◆ Problem to solve:
Show, in full, each line of the data that contains "lineJoin".

■ ■ ■ ■ ■

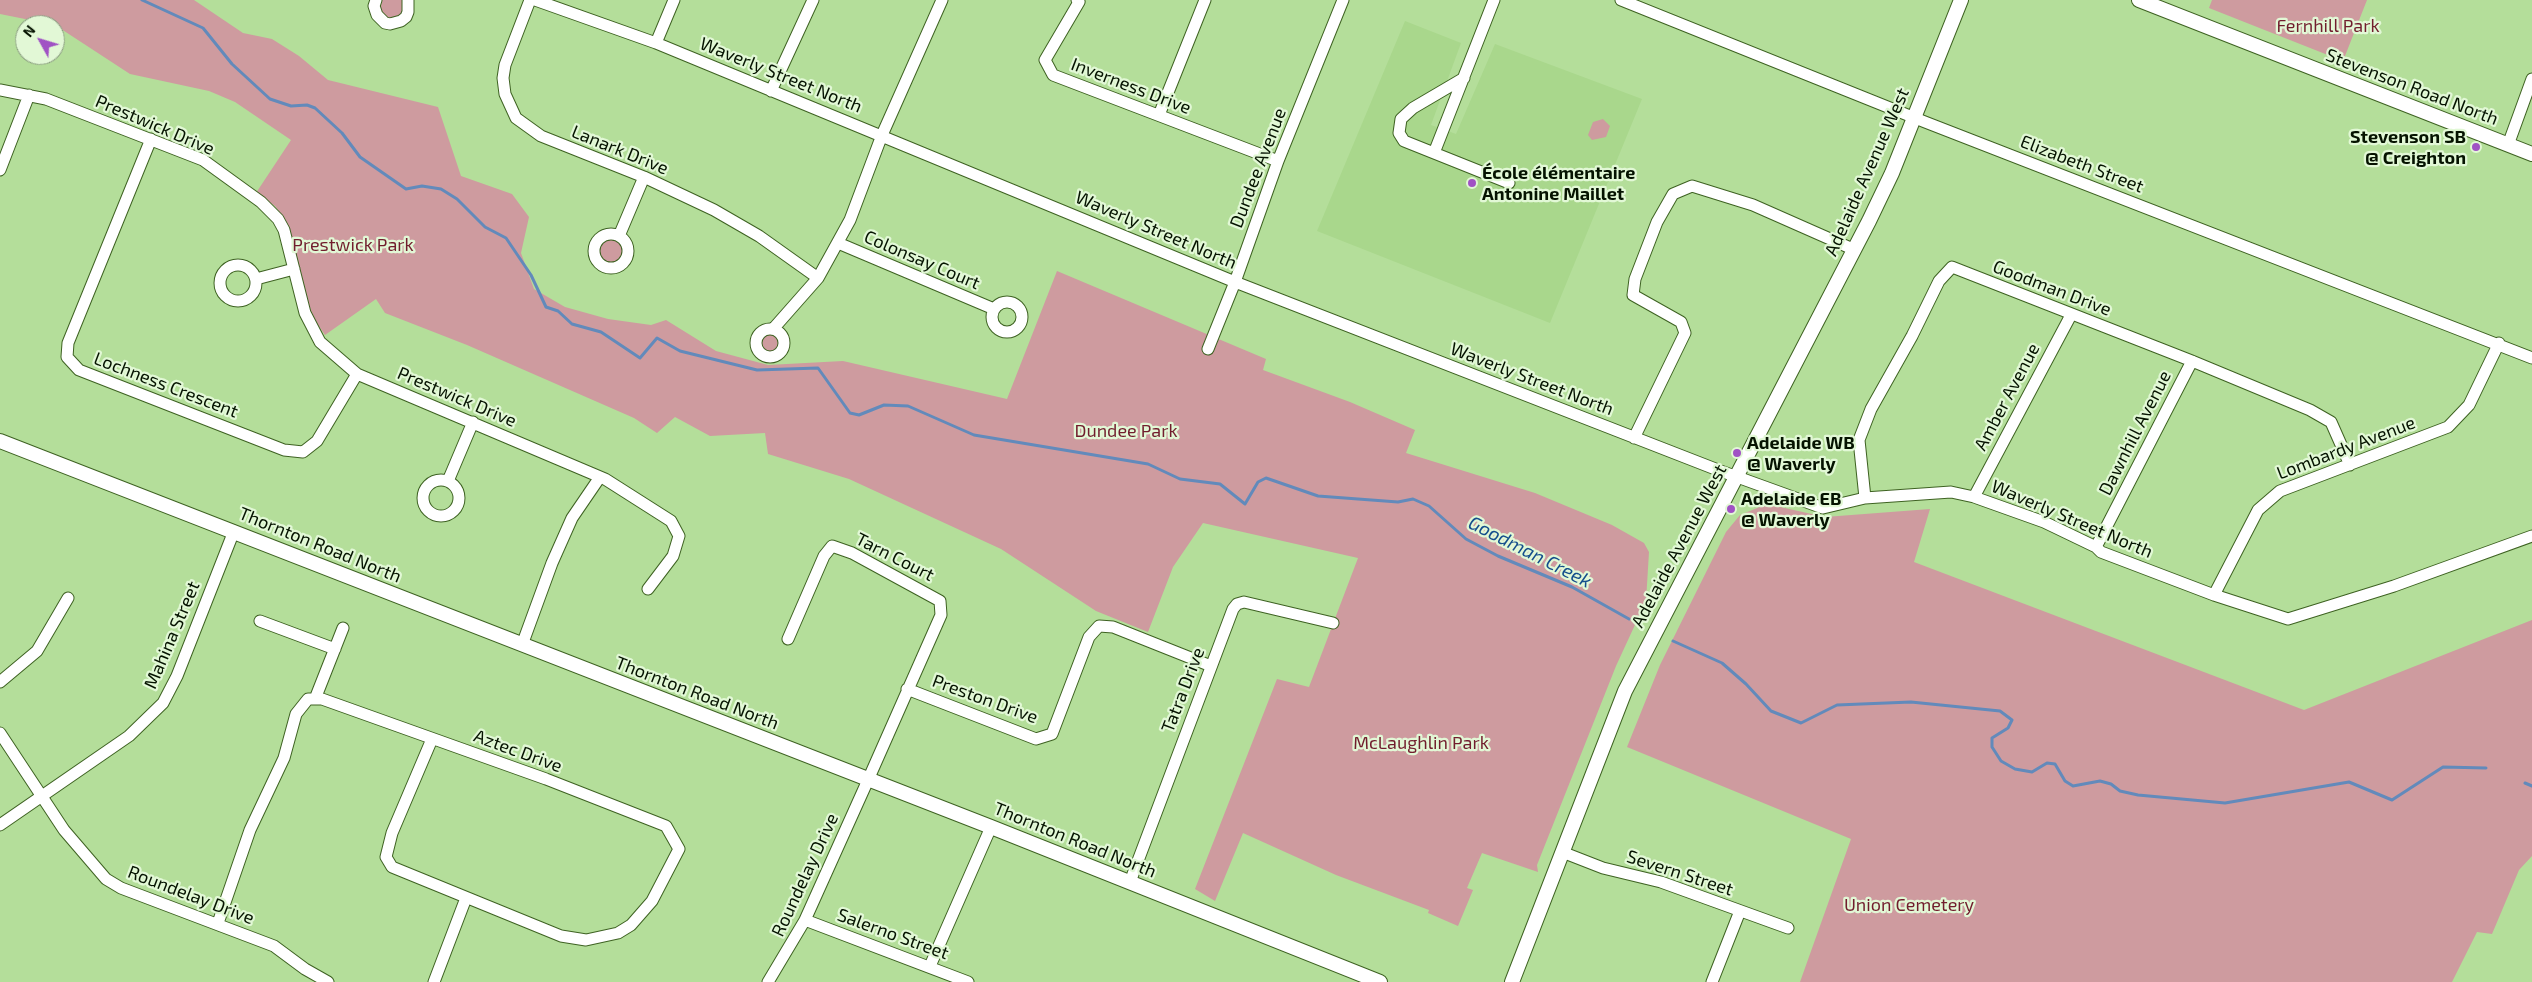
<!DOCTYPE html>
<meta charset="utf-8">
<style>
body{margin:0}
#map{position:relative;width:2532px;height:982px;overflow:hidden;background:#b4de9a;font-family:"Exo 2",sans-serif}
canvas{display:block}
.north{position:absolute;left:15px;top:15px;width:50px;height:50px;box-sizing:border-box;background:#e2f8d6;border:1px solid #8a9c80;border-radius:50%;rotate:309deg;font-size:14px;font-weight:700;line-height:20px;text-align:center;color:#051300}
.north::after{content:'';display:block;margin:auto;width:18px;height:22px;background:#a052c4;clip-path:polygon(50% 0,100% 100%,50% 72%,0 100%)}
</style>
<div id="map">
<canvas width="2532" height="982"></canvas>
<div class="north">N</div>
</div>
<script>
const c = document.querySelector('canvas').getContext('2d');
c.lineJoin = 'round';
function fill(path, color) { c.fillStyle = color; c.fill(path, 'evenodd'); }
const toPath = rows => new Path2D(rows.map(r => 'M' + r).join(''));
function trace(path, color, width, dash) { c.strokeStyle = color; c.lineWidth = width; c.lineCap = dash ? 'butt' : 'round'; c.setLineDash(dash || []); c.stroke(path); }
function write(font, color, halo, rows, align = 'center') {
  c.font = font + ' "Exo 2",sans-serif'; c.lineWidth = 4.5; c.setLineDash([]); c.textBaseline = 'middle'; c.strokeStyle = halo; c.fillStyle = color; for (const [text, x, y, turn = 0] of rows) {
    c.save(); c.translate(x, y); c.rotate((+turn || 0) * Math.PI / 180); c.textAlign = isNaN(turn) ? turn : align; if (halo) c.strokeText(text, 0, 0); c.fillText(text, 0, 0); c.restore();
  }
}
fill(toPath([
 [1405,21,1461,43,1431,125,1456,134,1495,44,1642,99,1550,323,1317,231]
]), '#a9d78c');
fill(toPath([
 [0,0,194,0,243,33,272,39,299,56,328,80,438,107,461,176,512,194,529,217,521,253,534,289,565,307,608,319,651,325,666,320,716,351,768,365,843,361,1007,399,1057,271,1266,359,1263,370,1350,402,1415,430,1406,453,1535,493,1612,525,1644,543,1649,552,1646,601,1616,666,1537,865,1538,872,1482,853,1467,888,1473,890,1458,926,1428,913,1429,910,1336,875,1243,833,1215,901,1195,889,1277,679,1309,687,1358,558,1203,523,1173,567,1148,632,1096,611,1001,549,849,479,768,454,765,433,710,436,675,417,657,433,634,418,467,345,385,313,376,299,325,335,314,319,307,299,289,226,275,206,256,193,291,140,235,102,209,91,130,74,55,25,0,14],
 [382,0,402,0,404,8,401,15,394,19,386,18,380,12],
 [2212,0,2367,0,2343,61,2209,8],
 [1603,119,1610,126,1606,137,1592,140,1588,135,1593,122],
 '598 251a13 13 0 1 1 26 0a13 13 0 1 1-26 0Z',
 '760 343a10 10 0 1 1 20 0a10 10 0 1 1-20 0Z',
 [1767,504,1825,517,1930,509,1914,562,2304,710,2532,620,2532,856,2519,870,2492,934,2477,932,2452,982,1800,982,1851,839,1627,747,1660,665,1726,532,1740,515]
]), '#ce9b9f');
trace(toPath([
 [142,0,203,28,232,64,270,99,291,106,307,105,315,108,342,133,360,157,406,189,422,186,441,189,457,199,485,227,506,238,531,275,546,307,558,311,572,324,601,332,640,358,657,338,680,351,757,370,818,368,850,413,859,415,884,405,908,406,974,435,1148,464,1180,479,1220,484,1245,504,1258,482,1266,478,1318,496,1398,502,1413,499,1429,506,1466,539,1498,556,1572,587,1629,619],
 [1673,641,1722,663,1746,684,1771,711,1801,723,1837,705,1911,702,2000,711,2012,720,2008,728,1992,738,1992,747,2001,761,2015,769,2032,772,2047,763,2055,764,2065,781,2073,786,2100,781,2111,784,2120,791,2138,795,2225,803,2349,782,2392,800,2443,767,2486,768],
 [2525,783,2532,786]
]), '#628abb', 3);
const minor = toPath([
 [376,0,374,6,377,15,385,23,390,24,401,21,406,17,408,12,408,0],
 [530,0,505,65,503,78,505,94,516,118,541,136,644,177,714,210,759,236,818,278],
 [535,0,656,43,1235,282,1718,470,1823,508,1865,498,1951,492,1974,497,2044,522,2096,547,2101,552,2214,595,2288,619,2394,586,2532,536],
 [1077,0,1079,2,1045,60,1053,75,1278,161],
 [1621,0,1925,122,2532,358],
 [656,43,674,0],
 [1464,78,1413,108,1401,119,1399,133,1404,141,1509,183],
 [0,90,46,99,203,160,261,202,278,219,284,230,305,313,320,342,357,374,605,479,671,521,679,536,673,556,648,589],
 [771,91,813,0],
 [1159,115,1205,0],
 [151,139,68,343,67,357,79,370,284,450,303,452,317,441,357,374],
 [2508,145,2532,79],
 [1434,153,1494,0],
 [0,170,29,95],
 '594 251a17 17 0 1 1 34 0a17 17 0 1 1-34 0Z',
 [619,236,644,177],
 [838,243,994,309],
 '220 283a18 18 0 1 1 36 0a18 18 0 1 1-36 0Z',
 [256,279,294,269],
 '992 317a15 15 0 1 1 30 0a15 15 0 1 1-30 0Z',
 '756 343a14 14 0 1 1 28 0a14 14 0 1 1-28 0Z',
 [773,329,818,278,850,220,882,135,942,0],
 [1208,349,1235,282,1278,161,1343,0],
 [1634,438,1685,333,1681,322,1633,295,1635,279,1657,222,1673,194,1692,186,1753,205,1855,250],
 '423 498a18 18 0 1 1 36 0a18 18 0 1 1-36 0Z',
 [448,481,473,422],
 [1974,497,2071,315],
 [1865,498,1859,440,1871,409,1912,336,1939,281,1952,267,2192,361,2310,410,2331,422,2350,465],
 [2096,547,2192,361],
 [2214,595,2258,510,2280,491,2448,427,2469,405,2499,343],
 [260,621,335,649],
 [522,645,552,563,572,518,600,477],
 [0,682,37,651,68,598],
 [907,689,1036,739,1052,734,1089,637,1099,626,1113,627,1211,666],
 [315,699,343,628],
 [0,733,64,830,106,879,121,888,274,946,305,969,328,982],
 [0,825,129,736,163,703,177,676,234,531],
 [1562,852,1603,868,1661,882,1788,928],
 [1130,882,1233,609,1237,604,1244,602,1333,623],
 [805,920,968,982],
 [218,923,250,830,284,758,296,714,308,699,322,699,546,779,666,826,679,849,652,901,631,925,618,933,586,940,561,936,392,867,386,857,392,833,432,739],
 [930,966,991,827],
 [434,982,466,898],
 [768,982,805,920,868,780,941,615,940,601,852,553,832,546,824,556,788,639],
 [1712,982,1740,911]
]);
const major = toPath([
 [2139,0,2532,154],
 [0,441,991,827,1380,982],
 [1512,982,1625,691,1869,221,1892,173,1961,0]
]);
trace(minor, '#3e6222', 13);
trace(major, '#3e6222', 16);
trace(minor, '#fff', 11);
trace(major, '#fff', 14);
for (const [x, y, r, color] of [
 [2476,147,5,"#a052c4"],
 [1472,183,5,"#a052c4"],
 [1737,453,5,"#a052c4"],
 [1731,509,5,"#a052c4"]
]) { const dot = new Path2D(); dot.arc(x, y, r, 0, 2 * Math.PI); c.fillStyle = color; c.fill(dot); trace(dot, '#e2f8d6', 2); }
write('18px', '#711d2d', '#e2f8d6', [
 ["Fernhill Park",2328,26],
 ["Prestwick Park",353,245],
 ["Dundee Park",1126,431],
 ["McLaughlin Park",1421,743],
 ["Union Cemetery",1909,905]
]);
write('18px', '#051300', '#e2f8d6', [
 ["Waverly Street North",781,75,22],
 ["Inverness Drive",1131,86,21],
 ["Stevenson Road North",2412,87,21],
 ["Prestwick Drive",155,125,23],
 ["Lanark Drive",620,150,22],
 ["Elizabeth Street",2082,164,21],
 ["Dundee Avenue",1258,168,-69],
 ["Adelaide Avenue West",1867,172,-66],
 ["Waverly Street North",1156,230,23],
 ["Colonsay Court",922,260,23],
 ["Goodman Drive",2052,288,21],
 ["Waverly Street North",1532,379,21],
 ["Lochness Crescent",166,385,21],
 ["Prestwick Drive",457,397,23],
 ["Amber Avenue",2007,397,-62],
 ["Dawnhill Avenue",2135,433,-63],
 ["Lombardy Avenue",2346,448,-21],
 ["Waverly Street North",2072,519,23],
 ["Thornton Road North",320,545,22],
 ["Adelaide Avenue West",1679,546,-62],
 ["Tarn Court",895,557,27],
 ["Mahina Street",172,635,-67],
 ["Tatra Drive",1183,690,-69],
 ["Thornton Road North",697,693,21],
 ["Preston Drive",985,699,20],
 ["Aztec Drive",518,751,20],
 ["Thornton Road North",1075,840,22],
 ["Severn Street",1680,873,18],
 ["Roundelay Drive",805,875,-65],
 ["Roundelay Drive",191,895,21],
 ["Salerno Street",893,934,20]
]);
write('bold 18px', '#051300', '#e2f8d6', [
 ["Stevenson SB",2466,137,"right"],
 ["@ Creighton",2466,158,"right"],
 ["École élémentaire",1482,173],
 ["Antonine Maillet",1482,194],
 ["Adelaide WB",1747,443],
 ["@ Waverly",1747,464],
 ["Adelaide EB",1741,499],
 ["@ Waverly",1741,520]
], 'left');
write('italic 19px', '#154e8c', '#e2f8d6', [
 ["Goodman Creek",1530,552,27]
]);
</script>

■ ■ ■ ■ ■

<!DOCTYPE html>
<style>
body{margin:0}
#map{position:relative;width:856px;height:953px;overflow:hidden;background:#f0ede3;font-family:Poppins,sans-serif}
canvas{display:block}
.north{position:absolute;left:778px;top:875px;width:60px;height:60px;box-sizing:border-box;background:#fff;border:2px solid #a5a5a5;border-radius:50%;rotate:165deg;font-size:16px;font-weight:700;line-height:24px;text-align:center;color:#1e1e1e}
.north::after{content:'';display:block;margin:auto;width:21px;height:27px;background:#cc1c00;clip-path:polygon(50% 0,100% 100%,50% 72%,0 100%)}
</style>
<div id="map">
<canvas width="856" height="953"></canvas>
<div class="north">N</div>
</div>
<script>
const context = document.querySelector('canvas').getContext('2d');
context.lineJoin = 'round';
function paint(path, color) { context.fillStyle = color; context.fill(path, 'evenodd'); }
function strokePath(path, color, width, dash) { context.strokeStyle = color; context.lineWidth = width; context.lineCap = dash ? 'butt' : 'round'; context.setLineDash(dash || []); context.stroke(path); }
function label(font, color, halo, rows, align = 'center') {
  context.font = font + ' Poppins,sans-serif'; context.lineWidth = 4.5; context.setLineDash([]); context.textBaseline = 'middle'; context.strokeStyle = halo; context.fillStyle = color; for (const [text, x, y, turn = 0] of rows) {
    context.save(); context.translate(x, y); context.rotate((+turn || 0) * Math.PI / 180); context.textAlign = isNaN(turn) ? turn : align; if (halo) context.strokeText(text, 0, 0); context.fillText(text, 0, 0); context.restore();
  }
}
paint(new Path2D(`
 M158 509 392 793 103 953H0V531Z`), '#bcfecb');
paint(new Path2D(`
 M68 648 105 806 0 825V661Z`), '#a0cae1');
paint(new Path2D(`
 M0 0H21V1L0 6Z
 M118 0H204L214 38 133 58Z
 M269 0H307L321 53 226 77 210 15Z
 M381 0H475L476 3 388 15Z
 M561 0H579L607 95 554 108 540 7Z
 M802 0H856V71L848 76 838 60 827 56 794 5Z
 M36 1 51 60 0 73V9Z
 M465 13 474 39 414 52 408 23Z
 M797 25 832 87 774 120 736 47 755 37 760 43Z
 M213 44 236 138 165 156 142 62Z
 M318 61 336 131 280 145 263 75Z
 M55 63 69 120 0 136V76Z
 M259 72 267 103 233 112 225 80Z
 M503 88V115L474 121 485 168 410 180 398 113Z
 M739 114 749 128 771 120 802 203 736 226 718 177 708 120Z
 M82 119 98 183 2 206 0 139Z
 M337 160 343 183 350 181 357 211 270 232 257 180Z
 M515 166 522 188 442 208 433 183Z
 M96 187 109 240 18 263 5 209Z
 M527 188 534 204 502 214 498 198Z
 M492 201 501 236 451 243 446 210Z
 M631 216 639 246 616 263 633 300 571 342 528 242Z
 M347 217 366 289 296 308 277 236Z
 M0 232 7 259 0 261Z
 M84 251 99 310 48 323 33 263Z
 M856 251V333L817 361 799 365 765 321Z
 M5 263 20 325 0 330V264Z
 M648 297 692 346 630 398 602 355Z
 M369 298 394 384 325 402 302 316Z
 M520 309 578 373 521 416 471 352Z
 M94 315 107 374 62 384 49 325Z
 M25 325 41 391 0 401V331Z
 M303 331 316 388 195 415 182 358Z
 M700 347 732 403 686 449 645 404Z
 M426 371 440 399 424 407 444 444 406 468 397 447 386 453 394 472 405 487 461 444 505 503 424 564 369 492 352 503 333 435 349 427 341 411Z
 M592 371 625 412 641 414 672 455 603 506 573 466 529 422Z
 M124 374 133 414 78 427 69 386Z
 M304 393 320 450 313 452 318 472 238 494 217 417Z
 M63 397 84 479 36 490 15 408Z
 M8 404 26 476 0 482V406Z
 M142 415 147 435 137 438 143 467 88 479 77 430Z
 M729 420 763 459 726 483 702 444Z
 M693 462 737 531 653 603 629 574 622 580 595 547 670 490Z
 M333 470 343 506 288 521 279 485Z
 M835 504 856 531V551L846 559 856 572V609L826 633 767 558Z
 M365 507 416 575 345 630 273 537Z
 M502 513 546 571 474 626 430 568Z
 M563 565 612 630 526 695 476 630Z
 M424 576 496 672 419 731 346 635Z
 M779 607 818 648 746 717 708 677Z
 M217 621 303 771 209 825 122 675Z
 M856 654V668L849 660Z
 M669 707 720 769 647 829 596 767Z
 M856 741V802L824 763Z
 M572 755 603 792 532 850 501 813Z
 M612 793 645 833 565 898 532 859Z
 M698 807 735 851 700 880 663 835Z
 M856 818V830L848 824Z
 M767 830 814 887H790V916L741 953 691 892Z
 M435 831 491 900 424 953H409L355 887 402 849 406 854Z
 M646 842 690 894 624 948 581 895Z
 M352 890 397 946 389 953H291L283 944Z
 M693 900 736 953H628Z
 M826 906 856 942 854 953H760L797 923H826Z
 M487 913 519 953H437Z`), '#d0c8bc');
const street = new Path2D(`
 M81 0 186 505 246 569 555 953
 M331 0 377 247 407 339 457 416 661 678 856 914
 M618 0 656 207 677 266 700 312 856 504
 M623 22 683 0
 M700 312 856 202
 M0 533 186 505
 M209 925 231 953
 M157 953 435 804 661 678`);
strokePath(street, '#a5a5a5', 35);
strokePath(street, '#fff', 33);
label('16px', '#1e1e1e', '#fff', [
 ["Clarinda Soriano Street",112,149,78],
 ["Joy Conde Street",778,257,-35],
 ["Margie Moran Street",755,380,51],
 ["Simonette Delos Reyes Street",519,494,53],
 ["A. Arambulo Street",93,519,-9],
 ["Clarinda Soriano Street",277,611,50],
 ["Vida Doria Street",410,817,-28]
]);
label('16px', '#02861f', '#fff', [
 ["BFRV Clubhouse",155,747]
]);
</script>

■ ■ ■ ■ ■

◆ Result:
c.lineJoin = 'round';
context.lineJoin = 'round';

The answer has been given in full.